Researchers at the Technical Research Centre of Finland are making it easier to process spare tree bark into useful resins and sugars.
In Finland, three million tonnes of bark is produced from softwood trees such as firs and pines, and, despite its potential as a source of industrial products, a lot is thrown away.
“Bark is burnt for energy in pulp mills,” Sami Alakurtti, one of the researchers, told me. “There is often excess bark, which could be used to produce more valuable components.”
The valuable components in bark include tannins, which could be used as adhesives in eco-friendly wood materials, and cellulose, which, when broken down into sugars, has many uses including paper and food production.
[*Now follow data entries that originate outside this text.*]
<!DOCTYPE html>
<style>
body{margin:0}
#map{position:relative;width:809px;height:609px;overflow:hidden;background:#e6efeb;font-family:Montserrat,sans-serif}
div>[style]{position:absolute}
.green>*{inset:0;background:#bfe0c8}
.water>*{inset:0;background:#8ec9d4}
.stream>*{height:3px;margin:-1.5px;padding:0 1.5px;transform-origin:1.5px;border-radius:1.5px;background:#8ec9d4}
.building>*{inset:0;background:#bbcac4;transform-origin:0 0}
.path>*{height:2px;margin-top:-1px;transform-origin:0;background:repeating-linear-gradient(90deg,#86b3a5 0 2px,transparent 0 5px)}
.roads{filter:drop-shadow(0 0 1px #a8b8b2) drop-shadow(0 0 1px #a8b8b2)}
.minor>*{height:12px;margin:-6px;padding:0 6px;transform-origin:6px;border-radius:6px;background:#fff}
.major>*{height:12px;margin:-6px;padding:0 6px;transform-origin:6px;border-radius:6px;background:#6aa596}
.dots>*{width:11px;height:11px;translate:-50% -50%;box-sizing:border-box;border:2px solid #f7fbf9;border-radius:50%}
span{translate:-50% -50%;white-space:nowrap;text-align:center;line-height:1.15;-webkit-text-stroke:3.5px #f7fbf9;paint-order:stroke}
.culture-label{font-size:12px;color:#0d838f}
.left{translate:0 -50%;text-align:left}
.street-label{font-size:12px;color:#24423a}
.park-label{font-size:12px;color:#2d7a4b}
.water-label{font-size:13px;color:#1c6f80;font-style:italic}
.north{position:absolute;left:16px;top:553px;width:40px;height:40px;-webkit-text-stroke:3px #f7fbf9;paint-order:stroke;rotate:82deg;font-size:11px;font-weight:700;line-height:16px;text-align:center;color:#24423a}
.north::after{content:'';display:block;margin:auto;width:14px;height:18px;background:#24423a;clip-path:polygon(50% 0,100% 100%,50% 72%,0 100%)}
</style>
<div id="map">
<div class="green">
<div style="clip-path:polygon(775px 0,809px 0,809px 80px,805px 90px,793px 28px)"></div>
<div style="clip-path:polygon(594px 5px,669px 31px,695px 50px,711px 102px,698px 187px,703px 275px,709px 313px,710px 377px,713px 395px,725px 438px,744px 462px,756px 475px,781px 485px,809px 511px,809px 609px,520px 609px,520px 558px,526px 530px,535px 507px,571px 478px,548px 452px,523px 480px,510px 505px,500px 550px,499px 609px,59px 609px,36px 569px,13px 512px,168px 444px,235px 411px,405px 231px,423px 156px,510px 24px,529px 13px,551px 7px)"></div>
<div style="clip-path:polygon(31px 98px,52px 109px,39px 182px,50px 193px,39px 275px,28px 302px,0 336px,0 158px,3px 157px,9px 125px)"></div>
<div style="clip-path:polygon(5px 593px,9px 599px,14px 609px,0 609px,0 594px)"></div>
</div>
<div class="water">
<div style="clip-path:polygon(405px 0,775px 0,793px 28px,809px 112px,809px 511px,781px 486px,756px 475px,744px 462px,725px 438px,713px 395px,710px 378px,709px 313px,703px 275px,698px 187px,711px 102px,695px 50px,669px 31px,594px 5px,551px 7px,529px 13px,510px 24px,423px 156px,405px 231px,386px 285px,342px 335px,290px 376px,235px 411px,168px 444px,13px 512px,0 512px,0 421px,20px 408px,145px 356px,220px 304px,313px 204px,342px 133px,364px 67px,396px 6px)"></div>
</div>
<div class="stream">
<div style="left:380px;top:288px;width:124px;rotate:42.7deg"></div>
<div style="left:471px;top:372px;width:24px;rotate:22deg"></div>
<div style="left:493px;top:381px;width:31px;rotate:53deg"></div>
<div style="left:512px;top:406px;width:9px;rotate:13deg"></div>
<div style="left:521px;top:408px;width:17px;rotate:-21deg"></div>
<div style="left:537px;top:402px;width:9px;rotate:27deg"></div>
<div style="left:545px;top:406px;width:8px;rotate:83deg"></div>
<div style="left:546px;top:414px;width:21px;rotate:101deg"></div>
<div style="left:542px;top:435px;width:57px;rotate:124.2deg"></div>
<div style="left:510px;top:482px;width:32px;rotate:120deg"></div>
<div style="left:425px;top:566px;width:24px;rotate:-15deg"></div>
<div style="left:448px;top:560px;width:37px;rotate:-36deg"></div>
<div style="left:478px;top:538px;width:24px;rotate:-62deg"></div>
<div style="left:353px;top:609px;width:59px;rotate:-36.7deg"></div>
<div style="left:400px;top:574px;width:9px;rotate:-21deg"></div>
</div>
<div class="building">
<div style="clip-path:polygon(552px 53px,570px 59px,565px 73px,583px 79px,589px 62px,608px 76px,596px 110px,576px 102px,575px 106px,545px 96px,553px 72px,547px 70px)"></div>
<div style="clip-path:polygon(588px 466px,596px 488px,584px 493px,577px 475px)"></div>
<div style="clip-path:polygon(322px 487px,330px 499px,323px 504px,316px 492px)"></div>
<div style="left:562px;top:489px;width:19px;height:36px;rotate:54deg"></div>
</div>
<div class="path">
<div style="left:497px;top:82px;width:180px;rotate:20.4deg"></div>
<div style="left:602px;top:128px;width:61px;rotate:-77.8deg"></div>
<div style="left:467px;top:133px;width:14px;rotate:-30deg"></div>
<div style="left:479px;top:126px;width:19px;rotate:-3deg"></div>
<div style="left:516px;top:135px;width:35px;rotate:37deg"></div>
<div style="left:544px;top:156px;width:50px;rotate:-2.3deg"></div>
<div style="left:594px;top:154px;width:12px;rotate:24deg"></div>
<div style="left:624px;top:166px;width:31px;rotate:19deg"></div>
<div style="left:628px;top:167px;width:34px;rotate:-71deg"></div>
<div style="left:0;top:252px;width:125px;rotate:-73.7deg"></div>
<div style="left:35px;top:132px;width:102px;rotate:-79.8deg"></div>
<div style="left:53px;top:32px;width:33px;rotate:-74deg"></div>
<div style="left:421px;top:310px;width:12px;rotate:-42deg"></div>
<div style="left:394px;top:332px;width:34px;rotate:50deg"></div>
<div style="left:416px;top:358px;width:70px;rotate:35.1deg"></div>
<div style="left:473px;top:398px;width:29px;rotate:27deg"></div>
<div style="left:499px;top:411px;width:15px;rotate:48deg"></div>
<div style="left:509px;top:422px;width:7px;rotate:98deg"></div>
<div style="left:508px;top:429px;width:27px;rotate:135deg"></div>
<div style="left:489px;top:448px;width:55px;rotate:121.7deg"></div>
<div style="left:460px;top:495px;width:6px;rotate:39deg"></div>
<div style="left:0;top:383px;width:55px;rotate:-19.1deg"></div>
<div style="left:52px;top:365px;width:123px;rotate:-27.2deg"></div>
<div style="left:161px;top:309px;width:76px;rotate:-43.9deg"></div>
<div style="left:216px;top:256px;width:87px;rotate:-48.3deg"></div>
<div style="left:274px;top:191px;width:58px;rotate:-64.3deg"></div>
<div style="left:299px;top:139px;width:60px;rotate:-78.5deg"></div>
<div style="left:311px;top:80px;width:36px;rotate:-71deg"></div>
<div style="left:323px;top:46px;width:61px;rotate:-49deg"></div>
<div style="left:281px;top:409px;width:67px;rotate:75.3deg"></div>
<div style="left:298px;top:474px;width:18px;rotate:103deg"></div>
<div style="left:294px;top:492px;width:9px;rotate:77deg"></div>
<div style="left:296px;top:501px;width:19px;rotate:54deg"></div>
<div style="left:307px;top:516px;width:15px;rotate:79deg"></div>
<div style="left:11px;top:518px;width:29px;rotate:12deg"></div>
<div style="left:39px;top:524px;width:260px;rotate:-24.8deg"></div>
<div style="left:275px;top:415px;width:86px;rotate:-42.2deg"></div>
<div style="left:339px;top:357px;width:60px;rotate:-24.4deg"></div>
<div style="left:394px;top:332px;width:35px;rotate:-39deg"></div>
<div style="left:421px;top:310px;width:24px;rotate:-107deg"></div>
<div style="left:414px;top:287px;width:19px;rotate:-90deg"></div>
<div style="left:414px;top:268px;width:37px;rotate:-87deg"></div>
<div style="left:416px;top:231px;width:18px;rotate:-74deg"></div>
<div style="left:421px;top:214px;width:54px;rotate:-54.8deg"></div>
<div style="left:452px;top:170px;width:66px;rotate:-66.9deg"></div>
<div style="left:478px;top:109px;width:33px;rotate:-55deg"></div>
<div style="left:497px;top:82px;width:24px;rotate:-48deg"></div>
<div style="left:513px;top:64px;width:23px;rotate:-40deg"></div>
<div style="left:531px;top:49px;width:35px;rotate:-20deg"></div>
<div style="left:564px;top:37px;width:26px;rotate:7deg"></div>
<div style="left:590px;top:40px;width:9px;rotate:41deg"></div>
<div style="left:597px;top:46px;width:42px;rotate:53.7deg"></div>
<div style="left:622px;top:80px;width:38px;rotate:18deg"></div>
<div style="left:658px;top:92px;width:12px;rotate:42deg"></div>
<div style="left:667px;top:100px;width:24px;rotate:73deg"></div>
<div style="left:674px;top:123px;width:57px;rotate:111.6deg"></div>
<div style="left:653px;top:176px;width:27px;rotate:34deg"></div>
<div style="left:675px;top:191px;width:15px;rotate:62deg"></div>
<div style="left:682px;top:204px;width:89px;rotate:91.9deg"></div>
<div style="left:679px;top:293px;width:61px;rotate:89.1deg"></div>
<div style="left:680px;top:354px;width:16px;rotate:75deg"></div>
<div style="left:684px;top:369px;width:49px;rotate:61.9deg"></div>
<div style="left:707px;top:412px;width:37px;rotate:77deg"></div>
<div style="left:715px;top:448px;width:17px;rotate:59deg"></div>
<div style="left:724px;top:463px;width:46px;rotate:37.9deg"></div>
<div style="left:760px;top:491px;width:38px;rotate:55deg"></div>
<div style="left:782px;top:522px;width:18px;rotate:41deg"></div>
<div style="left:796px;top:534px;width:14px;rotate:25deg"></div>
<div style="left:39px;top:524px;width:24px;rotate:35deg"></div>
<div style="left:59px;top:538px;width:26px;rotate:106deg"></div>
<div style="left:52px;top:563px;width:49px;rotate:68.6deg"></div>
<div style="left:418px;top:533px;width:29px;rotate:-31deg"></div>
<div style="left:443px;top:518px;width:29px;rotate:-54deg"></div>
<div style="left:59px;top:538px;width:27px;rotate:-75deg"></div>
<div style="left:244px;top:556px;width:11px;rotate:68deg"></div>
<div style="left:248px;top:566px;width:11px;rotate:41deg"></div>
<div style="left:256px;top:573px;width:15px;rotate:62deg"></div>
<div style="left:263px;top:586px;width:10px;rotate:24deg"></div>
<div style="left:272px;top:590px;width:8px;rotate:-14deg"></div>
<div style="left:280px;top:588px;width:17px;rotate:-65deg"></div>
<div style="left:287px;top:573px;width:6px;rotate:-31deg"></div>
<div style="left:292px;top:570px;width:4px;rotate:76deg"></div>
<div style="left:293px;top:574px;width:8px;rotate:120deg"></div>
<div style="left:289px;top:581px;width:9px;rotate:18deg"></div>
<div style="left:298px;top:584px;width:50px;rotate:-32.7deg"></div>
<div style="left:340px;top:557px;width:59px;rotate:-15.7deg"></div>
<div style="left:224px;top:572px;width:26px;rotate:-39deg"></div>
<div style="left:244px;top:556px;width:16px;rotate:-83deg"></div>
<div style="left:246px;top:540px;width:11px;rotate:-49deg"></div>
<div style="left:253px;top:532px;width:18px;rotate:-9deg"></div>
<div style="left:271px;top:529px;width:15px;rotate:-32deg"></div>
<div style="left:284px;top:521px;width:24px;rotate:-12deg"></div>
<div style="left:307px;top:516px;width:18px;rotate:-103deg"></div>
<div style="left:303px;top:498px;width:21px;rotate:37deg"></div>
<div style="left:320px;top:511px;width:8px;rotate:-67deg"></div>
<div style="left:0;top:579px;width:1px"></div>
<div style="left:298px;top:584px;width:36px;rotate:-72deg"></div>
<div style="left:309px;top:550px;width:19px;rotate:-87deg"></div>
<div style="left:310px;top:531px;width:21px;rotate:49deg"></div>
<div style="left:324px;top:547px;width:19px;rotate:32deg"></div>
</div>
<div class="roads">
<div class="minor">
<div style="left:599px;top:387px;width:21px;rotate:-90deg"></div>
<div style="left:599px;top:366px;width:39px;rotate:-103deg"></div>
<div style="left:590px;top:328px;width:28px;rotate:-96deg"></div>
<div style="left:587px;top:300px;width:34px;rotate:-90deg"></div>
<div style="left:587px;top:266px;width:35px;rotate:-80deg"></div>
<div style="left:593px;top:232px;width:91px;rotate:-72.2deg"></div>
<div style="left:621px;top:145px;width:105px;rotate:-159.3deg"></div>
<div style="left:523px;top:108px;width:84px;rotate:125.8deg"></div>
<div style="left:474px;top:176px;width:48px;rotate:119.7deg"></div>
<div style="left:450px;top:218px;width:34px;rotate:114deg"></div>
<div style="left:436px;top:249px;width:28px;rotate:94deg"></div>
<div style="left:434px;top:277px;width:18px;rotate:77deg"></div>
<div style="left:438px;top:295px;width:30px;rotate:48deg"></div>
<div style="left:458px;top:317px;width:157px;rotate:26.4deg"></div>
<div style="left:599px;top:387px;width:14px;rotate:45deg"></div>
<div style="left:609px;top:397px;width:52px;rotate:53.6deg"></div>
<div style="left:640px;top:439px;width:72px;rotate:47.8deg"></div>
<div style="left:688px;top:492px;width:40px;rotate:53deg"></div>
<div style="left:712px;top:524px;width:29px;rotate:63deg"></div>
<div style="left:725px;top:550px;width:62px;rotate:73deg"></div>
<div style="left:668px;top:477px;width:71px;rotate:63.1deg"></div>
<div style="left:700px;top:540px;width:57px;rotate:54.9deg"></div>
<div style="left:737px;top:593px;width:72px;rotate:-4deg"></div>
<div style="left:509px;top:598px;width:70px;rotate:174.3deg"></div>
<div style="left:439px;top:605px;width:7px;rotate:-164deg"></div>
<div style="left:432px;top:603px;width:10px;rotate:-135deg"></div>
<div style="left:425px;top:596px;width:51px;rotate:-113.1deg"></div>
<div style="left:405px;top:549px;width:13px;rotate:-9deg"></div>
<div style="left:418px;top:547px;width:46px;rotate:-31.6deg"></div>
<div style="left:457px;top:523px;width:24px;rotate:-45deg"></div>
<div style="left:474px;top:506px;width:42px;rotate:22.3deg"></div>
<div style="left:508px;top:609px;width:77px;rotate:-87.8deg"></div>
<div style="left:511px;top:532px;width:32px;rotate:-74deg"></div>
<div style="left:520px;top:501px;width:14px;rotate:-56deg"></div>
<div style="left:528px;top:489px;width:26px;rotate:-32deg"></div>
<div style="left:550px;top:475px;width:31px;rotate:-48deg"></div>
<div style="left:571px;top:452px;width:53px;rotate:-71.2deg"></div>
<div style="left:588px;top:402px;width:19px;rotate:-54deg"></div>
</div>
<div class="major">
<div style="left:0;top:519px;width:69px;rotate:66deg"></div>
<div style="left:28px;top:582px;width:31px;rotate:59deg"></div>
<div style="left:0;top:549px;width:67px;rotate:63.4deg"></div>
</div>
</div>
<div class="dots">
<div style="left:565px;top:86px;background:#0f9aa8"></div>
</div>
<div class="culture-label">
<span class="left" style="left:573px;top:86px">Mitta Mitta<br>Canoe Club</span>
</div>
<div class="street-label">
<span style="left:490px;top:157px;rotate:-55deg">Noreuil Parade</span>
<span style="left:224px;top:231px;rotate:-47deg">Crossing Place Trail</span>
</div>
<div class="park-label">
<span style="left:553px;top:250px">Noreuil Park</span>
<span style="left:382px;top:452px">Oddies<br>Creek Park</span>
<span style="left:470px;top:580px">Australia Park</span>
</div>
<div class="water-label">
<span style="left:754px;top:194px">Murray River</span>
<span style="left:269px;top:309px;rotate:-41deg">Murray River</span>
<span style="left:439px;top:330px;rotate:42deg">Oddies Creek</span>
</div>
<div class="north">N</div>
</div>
Tannins and cellulose can be extracted from tree bark using a process called hot water extraction. However, this process is not very efficient when using softwood tree bark.
“Traditional hot water extraction gives relatively low tannin yields,” Sami Alakurtti, one of the Finnish researchers, told me. With the scale of bark harvested in Finland, there would big benefits from improving this process.
Alakurtti and his team have just filed a patent for a new technique that boosts yield to one-third of the bark weight. It does this by carrying out the extraction in more alkaline conditions and at a higher temperature.
Partners in Belgium and Spain have developed ways to break down the cellulose into sugars, with one Spanish partner, Biosyncaucho, hoping to ferment the sugars into a chemical used in plastics and pesticides. This is all part of an EU project aimed at improving how we make a sustainable society by recycling waste materials.
Alakurtti told me that the team plans to further develop the bark extraction technique, potentially developing and commercializing it in a few years. If they can pull this off, we could stop barking up the wrong tree with synthetic products, and make more products out of waste materials.